September Brent gained 44 cents to settle at $107.68 a barrel.
Prompt U.S. oil for August delivery surged by $1.46 to settle at $104.59 a barrel, as traders raced to cover positions ahead of Tuesday’s expiration. September WTI rose a more modest 91 cents to settle at $102.86 a barrel.
Amidst protracted geopolitical uncertainty, expectations for large draws in U.S. oil stockpiles also fuelled gains. Analysts polled by Reuters estimated that U.S. crude stocks decreased 2.8 million barrels in the week ending July 18.
Genscape reported that stocks at the Cushing, Oklahoma, delivery point for the U.S. crude contract fell by more than 900,000 barrels, according to a trade source.
“Expectations that U.S. crude oil inventories will continue falling on strong refinery runs remains a more confident motivation for WTI buyers than the geopolitical threats to Brent-related supply,” said Tim Evans, Energy Futures Specialist at Citi Futures in New York.

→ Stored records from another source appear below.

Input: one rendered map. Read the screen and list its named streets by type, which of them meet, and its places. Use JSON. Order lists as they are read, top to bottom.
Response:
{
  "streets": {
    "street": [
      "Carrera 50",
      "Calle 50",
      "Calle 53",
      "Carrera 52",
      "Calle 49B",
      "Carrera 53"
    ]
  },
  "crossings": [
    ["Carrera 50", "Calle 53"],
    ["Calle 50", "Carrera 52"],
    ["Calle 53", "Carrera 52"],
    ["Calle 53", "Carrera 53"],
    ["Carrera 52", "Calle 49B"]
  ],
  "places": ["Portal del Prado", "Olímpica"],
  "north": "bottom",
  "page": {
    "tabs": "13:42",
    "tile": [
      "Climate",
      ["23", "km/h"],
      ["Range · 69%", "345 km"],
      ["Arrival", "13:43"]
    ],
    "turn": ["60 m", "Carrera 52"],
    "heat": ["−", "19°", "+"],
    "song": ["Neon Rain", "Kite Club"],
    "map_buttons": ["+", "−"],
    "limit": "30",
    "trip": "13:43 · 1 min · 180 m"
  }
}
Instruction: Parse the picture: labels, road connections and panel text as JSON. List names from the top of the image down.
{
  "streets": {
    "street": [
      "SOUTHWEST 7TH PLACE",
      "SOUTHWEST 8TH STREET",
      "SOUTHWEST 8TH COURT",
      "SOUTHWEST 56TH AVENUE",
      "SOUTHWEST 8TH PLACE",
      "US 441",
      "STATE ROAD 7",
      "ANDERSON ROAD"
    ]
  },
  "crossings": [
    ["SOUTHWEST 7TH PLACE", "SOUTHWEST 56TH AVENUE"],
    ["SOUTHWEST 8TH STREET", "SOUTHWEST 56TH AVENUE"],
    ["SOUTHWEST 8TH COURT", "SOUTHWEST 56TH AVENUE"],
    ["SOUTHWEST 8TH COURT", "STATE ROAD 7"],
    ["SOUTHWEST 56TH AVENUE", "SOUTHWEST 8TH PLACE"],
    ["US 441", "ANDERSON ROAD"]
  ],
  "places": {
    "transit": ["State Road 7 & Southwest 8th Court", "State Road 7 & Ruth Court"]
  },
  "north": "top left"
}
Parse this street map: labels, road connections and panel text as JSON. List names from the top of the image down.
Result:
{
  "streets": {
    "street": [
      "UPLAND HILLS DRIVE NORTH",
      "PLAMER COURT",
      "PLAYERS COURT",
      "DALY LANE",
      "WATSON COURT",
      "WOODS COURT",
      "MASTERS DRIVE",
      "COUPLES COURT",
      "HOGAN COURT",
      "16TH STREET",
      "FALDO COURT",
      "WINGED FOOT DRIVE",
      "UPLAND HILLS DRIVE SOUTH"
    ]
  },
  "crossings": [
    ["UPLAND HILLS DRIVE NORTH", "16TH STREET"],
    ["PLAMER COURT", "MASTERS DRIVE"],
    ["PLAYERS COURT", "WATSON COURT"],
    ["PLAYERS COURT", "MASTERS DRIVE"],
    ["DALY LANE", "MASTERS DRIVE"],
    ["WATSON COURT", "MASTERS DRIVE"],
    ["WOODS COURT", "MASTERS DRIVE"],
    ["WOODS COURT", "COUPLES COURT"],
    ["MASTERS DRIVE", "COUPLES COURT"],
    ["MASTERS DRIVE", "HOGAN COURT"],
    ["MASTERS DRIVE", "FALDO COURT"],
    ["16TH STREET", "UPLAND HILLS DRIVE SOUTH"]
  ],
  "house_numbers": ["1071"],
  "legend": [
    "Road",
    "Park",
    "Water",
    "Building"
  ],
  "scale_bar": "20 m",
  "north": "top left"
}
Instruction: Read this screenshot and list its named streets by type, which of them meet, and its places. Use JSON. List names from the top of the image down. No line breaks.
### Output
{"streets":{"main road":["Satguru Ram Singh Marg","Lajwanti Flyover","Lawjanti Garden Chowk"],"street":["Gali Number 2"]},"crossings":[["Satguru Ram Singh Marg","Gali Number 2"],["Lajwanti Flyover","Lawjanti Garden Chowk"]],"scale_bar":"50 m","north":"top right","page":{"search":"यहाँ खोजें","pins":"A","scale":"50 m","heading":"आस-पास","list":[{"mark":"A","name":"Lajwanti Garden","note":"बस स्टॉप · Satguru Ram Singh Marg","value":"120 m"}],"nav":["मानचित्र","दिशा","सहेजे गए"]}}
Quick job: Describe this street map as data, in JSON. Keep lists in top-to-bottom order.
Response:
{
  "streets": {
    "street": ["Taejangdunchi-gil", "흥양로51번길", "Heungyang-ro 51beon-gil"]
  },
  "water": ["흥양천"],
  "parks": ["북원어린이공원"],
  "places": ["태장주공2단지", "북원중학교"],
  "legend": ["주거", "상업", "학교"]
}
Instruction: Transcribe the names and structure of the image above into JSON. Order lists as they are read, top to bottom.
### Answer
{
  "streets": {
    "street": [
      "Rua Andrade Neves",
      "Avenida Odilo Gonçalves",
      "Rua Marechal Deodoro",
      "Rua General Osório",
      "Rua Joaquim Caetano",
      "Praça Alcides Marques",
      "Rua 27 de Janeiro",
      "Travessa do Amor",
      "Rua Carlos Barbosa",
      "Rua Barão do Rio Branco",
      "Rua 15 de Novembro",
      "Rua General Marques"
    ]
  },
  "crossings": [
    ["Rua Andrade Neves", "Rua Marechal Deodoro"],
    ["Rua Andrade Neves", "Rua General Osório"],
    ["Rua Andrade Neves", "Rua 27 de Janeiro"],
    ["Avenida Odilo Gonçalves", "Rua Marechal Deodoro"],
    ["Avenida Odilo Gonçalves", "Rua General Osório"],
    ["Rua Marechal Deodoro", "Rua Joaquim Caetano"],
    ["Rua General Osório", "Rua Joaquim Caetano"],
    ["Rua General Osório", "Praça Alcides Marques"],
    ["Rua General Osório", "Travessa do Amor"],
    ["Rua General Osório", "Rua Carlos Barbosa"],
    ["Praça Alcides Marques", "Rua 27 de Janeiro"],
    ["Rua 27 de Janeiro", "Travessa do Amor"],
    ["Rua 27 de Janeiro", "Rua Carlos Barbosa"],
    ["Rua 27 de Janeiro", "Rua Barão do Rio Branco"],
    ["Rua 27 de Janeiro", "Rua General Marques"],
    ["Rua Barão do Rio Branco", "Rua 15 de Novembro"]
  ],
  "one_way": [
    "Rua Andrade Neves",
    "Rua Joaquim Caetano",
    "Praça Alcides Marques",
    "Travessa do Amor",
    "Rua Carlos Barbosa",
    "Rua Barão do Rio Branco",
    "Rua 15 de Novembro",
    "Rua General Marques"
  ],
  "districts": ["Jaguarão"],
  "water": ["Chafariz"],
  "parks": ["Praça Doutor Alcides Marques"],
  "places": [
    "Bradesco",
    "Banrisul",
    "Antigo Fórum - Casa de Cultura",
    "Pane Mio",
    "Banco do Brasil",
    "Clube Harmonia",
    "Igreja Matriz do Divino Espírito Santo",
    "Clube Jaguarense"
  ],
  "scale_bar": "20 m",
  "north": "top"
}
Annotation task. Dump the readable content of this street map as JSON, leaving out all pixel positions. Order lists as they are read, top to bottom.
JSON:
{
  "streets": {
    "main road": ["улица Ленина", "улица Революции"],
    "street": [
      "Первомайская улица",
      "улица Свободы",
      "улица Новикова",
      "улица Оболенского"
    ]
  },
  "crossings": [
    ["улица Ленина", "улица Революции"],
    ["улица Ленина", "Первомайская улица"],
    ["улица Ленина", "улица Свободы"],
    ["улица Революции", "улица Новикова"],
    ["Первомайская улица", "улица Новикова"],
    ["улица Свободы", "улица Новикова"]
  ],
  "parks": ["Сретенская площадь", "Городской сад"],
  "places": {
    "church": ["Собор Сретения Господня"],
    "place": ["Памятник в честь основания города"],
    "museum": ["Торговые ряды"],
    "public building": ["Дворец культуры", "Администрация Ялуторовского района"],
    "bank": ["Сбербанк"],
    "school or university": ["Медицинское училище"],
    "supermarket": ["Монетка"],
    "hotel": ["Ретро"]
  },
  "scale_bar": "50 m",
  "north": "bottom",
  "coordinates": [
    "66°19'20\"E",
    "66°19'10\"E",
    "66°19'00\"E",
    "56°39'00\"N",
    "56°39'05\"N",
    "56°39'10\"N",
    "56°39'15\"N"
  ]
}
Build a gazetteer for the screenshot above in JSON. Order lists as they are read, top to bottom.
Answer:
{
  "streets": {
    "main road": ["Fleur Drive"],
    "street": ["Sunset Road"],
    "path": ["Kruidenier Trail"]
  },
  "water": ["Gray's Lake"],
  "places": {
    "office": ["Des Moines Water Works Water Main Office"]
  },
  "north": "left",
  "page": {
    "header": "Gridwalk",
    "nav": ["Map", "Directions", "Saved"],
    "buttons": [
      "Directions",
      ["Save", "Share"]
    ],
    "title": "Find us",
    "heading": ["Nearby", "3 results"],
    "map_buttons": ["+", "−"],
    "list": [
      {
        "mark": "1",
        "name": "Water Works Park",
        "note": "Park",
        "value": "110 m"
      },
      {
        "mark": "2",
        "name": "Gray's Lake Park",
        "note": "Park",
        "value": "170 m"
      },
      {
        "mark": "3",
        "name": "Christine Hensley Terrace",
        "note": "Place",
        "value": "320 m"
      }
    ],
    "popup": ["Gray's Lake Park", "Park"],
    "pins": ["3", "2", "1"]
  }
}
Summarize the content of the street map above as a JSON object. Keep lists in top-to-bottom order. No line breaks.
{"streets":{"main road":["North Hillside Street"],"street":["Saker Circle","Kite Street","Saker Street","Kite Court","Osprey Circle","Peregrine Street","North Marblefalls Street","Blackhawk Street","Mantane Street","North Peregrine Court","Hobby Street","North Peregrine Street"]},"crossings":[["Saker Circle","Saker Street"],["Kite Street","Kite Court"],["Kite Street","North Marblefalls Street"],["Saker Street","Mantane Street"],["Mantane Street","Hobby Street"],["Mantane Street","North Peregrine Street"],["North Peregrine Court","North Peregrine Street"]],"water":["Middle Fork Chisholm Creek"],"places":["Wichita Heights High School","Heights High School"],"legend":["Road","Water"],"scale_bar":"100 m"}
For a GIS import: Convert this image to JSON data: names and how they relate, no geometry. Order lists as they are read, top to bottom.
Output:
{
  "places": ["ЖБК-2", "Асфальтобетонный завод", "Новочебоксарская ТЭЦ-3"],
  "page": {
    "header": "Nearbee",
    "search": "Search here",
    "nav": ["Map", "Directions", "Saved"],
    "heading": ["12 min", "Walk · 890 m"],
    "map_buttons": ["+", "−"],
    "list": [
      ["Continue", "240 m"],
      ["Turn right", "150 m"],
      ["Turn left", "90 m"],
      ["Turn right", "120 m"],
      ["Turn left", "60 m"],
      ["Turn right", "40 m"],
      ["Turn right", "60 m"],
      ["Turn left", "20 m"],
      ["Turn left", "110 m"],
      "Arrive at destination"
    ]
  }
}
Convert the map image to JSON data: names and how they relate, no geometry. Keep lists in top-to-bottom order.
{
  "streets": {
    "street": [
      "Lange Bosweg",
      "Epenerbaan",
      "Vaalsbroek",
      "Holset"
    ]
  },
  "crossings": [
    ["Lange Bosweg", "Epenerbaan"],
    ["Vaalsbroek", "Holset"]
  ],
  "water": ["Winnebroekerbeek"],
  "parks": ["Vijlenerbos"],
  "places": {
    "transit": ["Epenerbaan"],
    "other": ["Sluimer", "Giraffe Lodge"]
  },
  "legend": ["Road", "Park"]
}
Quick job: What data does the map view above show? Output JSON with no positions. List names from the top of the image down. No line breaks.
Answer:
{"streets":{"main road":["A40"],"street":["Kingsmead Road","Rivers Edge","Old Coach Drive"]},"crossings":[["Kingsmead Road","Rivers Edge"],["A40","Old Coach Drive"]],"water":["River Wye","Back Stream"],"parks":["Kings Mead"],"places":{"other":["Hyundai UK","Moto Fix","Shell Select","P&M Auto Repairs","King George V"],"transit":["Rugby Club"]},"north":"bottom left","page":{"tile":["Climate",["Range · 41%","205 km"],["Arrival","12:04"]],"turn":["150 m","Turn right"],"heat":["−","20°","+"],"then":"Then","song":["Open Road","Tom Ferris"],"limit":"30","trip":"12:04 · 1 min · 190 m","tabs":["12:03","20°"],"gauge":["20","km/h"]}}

Investors remained on edge over the crisis between Moscow and the West after the downing of a civilian airliner over Ukraine last week. Increasing pressure from Europe could lead to further sanctions against Russia, raising the specter of supply disruptions from one of the world’s top oil producers.
Meanwhile, Libya also remained in focus after heavy fighting between militias erupted around Tripoli airport on Sunday.
Despite a slight reduction in output at the El Feel oilfield, Libya’s output reached around 555,000 barrels per day last week.